EPSRC Reference: EP/P010180/1
Title: Non-perturbative and stochastic approaches to many-body localization
Principal Investigator: Schomerus, Professor HU
Other Investigators:
Romito, Dr A
Researcher Co-Investigators:
Project Partners:
Department: Physics
Organisation: Lancaster University
Scheme: Standard Research
Starts: 01 March 2017 Ends: 29 February 2020 Value (£): 374,492
EPSRC Research Topic Classifications:
Atoms & Ions Condensed Matter Physics
EPSRC Industrial Sector Classifications:
Related Grants:
Panel History:
Panel DatePanel NameOutcome
25 Oct 2016 EPSRC Physical Sciences - October 2016 Announced
Summary on Grant Application Form
A central question in physics concerns the complexity of any given system. What is the nature of quantities characterising the system behaviour, and which characteristics can be safely ignored? How sensitive is the system against external perturbations and how predictable is its dynamics? How many parameters need to be controlled to manipulate the system in a specific way? These questions not only lie at the heart of fundamental fields such as statistical mechanics, but also provide the key to the characterisation of equilibrium phases and nonequilibrium dynamics and pervade practical applications in quantum information, control and sensing.

Meeting the urgent need to understand these questions in the quantum setting, the scientific community has recently identified a key paradigm that should hold many of the required answers. This concerns large but finite many-body systems with disorder, low spatial dimensionality and local interactions. These ingredients have been seen to conspire in a persistence of local memory of initial conditions, a fascinating phenomenon known as many-body localisation (MBL). The understanding of this phenomenon is still in its infancy. The theoretical arguments for MBL are thorough, but also in essence qualitative, while quantitative insight to date mainly arrives from numerical investigations of relatively small (in real-world terms) systems. This state of affairs has given rise to a proliferation of characterisations based, among others, on transport, thermalisation, entanglement, dynamics, whose detailed mutual relationships are mostly unclear. These shortcomings become even more pressing as the very first dedicated experiments target yet another set of characteristics, the directly observable consequences in real-world systems.

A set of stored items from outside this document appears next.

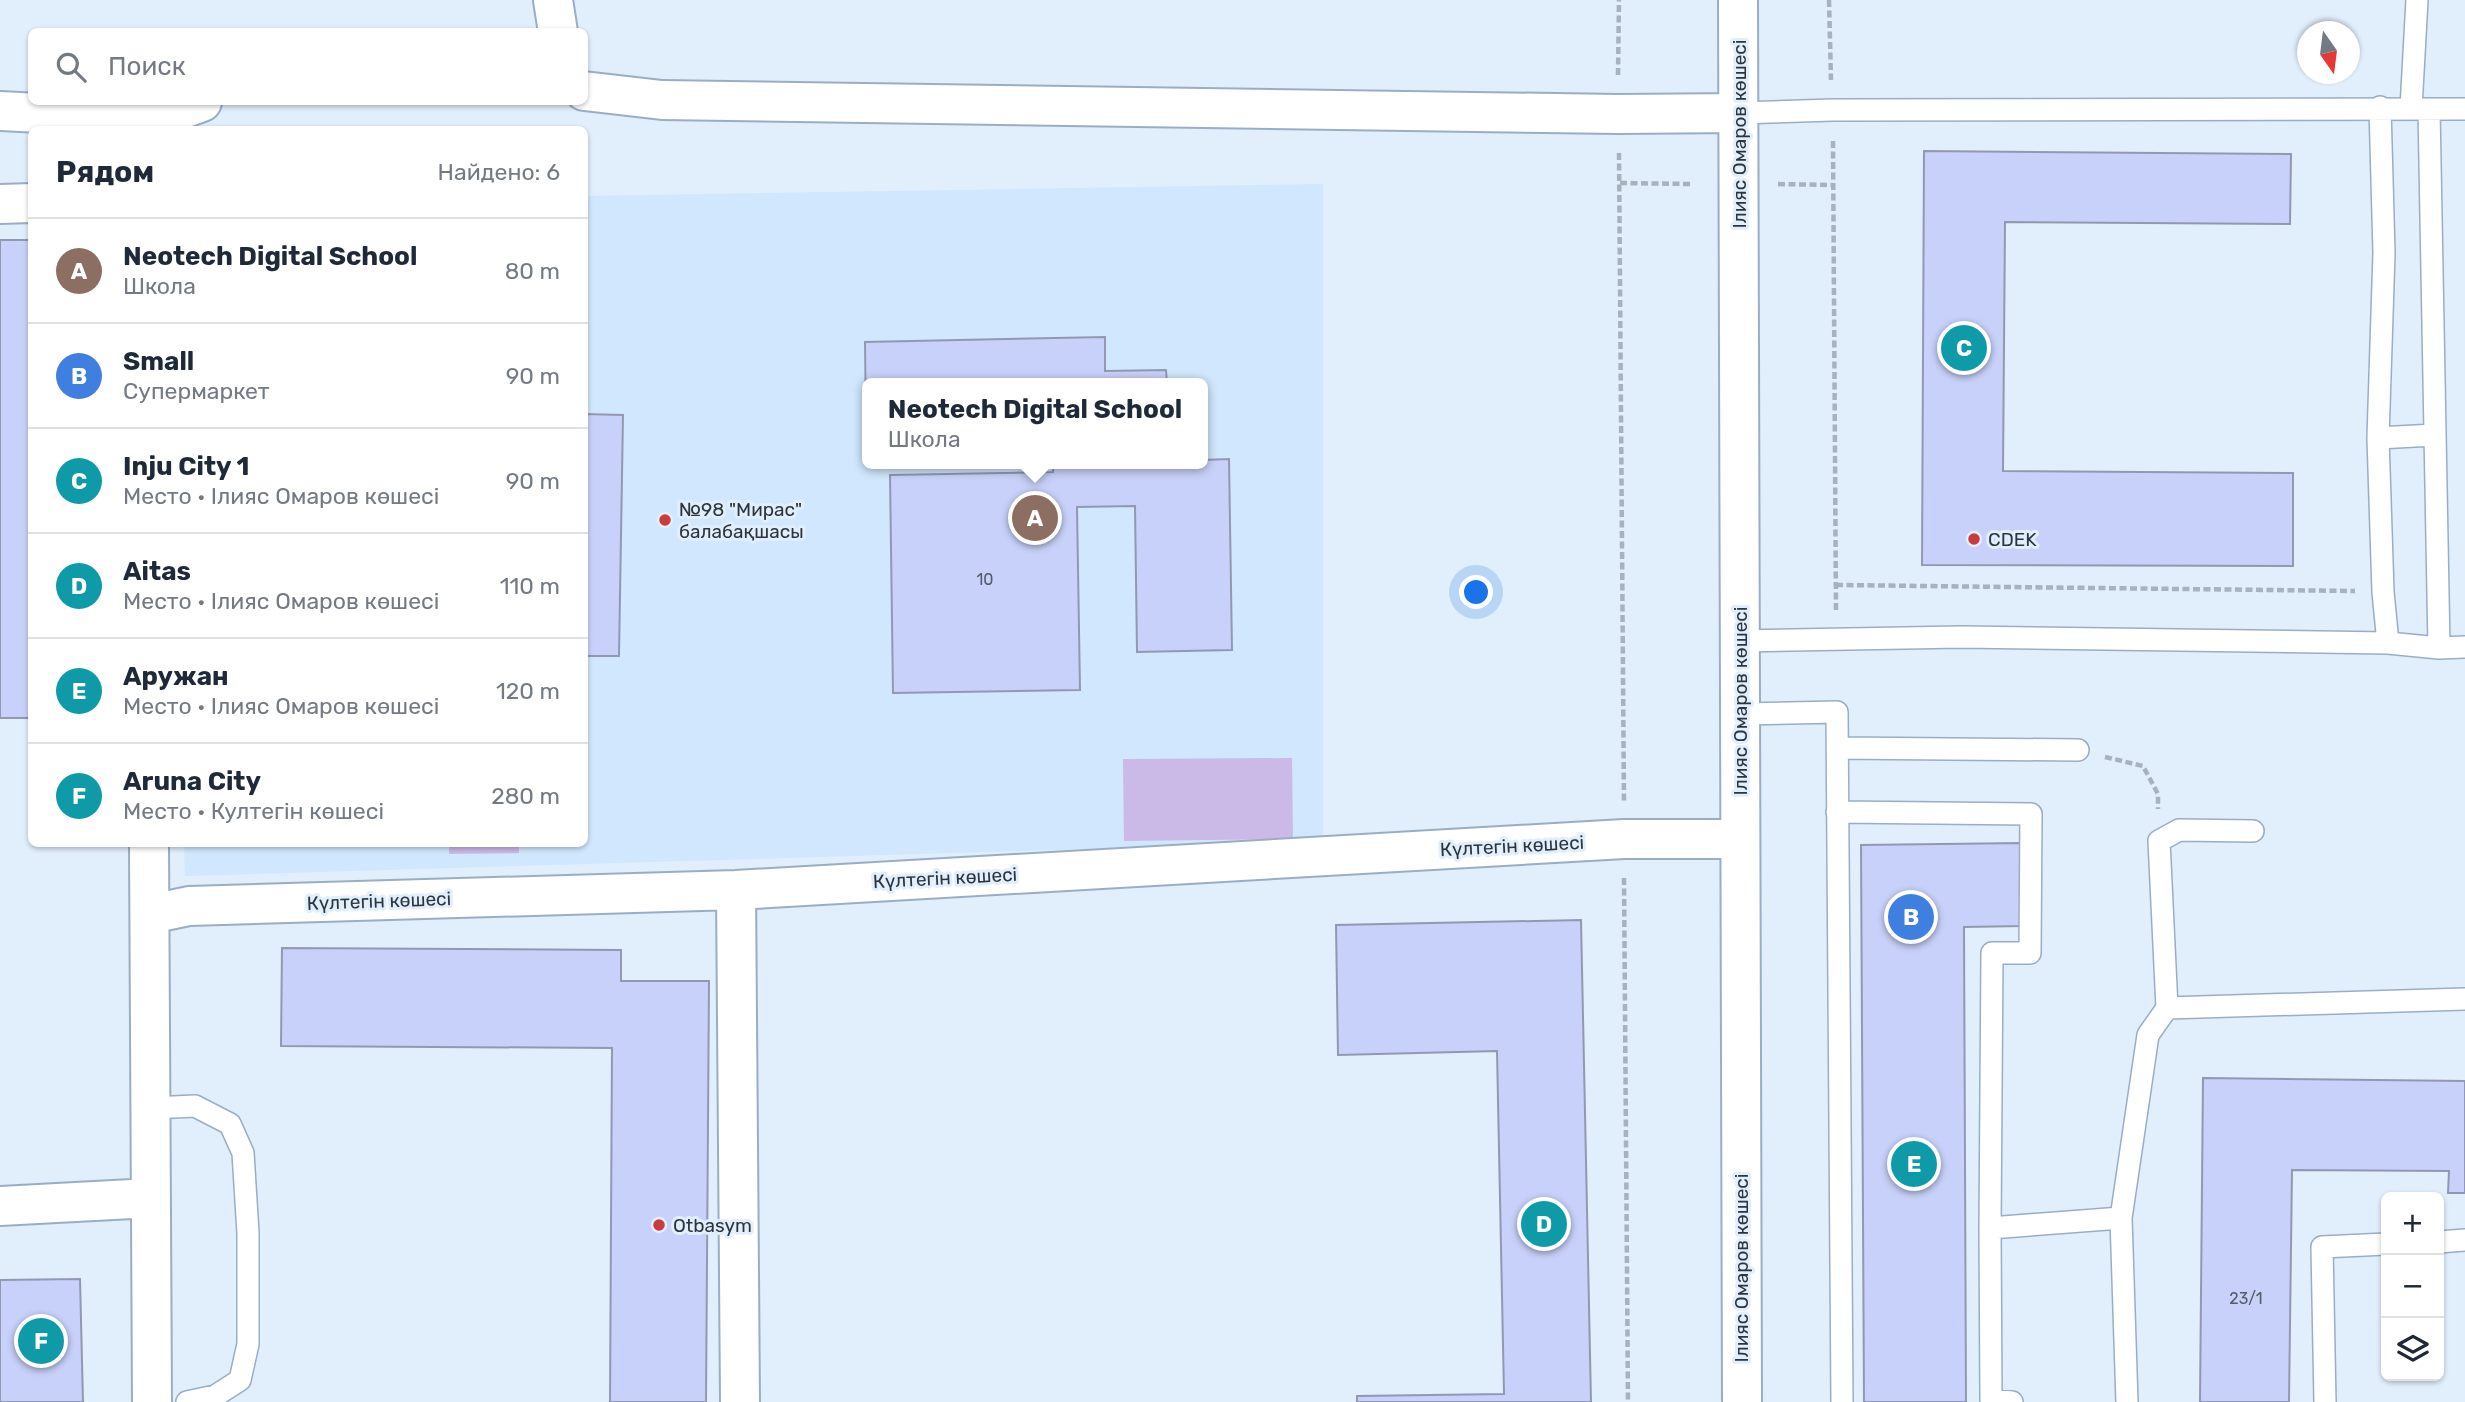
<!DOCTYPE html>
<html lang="ru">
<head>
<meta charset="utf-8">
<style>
  :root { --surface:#fff; --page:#f6f6f7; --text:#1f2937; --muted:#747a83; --line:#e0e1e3; --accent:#2563eb }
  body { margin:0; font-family:Rubik,sans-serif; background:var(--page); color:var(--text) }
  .controls { position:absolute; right:21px; bottom:21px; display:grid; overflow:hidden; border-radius:10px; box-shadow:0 2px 5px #0004 }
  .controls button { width:63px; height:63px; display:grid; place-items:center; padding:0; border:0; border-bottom:2px solid var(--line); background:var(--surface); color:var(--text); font:35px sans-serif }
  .compass { position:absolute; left:2297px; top:21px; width:63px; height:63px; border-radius:50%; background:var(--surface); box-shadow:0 2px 5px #0004; rotate:166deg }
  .you { position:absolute; left:1477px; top:593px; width:24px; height:24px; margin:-18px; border:5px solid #fff; border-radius:50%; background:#1a73e8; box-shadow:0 0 0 10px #1a73e833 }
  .badge { display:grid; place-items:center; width:46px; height:46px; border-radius:50%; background:var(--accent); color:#fff; font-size:23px; font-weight:700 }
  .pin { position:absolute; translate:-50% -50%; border:4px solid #fff; box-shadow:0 2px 7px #0006 }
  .popup { position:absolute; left:862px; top:378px; width:346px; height:91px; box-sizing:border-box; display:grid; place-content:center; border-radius:10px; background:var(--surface); filter:drop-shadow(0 2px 5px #0005); font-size:23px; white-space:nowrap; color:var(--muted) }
  .popup b { font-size:26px; color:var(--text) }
  .popup::after { content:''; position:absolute; left:50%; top:100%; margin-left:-14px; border:14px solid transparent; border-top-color:var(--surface) }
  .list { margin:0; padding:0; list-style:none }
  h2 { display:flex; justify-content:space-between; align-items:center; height:91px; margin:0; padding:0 28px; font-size:30px }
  h2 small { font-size:23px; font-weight:400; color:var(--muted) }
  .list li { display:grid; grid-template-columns:46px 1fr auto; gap:21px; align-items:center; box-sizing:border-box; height:105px; padding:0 28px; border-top:2px solid var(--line) }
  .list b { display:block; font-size:26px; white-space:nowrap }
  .list p { margin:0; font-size:23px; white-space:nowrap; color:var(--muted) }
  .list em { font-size:23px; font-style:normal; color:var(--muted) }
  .icon { flex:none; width:38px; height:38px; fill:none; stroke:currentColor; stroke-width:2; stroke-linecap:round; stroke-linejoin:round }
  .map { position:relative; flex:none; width:2465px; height:1402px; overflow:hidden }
  .search { position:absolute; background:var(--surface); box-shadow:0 2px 5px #0004; left:28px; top:28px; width:560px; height:77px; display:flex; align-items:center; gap:18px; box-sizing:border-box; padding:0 24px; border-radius:10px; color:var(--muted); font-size:26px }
  .panel { position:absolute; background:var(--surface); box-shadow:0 2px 5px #0004; left:28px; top:126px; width:560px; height:721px; border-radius:10px }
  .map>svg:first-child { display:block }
</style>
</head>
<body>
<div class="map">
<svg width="2465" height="1402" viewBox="0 0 2465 1402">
  <rect width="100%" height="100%" fill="#e1eefb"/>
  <path fill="#d1e7fd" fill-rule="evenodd" d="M1323,184V842L185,876L184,844H584L585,196ZM867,383H1203V464H867Z"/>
  <path fill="#cbb9e7" d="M1292,758L1293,839L1124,841L1123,759Z
    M449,844H519V853L449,854Z"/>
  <path fill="#c8d1f9" stroke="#9298b1" stroke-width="2" d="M1924,151L2291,154L2290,224L2005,222L2003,471L2293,473V566L1922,565Z
    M0,240H32V718H0Z
    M1105,337V371L1166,370L1167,383H867L866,430L865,342Z
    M584,414L623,415L619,656H584Z
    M1229,459L1232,650L1137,652L1135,506L1077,507L1080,690L893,693L890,475L1053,472V464H1203V460Z
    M2022,843V926L1964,927L1966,1402H1864L1861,845Z
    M1581,920L1591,1402H1357V1396L1504,1394L1497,1051L1338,1055L1336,925Z
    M282,948L621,950V981H709L706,1402H610L612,1048L281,1046Z
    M2203,1078L2465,1081V1193H2448L2449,1171L2292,1170L2289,1402H2200Z
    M80,1279L83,1402H0V1280Z"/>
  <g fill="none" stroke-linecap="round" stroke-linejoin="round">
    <g stroke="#9aaec3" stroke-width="24">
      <path id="lane" d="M2380,107L2384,253L2378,438L2383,592L2388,643
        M2411,108L2417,0
        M2429,109L2439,648
        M1739,113L1832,110L2465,109
        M2378,438L2434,435
        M1740,641L1961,637L2388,643L2439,648L2465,647
        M1740,714L1837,712L1842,1402
        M1838,748L2078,750
        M1837,812L2031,814L2030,953H1992L1990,1228
        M2167,1008L2159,841L2179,830L2253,831
        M152,1108L195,1106L230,1124L243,1153L248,1233V1344L240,1380L215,1396L187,1402
        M2121,1218L2148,1035L2167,1008L2465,999
        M2439,1242L2465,1240
        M2012,1402L1991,1400L1990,1228L2121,1218L2127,1402
        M2325,1402L2322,1247L2386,1244"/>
    </g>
    <g stroke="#9aaec3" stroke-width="42">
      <path id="street" d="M553,0L558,32
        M1738,0L1742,1402
        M584,91L662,100L1618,114L1739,113
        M0,111L156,119
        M154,130L156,119L202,102
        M0,204L32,203
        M149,844L152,1402
        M736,890L740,1402
        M151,914L189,906L736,890L1624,839H1740
        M0,1206L151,1198"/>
    </g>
    <path stroke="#a6b2bd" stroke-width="4.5" stroke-dasharray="7 3.5" stroke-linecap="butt" d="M1829,0L1831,80
      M1618,75L1619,0
      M1833,141L1836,612
      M1619,153L1624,803
      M1620,183L1690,184
      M1778,184L1833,185
      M1836,585L2355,591
      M2105,757L2143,766L2158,794V809
      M1624,878L1628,1402"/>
    <use href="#lane" stroke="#fff" stroke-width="21"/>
    <use href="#street" stroke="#fff" stroke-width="38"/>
  </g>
  <g fill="#ca3b3b" stroke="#e1eefb" stroke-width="2.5">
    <circle cx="665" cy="520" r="7"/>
    <circle cx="1974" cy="539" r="7"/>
    <circle cx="659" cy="1225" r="7"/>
  </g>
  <g text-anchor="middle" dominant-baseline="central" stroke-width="6" stroke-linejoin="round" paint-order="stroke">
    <g font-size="16" fill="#535c6c">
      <text x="985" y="579">10</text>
      <text x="2246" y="1298">23/1</text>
    </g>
    <g font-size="19" fill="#2c353d" stroke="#e1eefb">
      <text transform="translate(1739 134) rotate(-90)">Ілияс Омаров көшесі</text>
      <text transform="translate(1740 701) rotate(-90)">Ілияс Омаров көшесі</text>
      <text transform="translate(1512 846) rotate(-3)">Күлтегін көшесі</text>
      <text transform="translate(945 878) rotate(-3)">Күлтегін көшесі</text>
      <text transform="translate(379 901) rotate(-2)">Күлтегін көшесі</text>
      <text transform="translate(1741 1268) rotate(-90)">Ілияс Омаров көшесі</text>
    </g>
    <g font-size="19" fill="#2c353d" stroke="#e1eefb" text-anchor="start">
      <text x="679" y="509">№98 "Мирас"<tspan x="679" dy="22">балабақшасы</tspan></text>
      <text x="1988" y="539">CDEK</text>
      <text x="673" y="1225">Otbasym</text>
    </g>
  </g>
</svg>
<div class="controls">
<button>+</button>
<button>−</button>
<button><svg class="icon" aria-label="layers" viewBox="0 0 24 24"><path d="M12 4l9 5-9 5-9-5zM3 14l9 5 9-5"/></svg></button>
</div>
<svg class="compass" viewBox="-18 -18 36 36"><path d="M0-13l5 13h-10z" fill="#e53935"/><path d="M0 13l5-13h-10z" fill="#747a83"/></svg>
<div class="you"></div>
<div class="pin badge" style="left:1035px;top:518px;background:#8d6e63">A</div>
<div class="popup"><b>Neotech Digital School</b>Школа</div>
<div class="pin badge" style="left:1911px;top:917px;background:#3f7fe0">B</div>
<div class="pin badge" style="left:1964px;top:348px;background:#0f9aa8">C</div>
<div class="pin badge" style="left:1544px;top:1224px;background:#0f9aa8">D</div>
<div class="pin badge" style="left:1914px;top:1164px;background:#0f9aa8">E</div>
<div class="pin badge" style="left:41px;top:1341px;background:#0f9aa8">F</div>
<div class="search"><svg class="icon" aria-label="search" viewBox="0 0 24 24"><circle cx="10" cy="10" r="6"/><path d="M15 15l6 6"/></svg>Поиск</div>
<section class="panel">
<h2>Рядом<small>Найдено: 6</small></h2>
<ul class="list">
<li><span class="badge" style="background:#8d6e63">A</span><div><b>Neotech Digital School</b><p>Школа</p></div><em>80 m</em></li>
<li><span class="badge" style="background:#3f7fe0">B</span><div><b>Small</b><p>Супермаркет</p></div><em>90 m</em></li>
<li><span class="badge" style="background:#0f9aa8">C</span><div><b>Inju City 1</b><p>Место · Ілияс Омаров көшесі</p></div><em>90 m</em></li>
<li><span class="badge" style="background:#0f9aa8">D</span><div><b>Aitas</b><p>Место · Ілияс Омаров көшесі</p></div><em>110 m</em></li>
<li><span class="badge" style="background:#0f9aa8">E</span><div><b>Аружан</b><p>Место · Ілияс Омаров көшесі</p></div><em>120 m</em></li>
<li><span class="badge" style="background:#0f9aa8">F</span><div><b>Aruna City</b><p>Место · Култегін көшесі</p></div><em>280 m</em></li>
</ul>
</section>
</div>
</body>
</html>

In this project, we take a step back and ask the question: which level of understanding could be accepted to constitute a rather complete description of many-body localisation and delocalisation? Taking a leaf out of the book from non-interacting systems, we argue that this has to involve, as a central piece, a statistical description in quasi-one dimensional settings. We approach this goal from (I.) a rich one-dimensional model system originating from lattice field theory (the Schwinger model, a version of quantum electrodynamics) which is amenable to a detailed treatment and (II.) a stochastic description based on fundamental composition rules of the density matrix (the key object to describe entanglement), allowing comprehensive access to the generic system behaviour. Amongst the observable consequences, we aim to (III.) discriminate between general and system-specific aspects in the MBL phase and of the phase transition, including experimentally testable signatures, and (IV.) extend the considerations to topological phases, where the system displays order due to intricate quantum effects.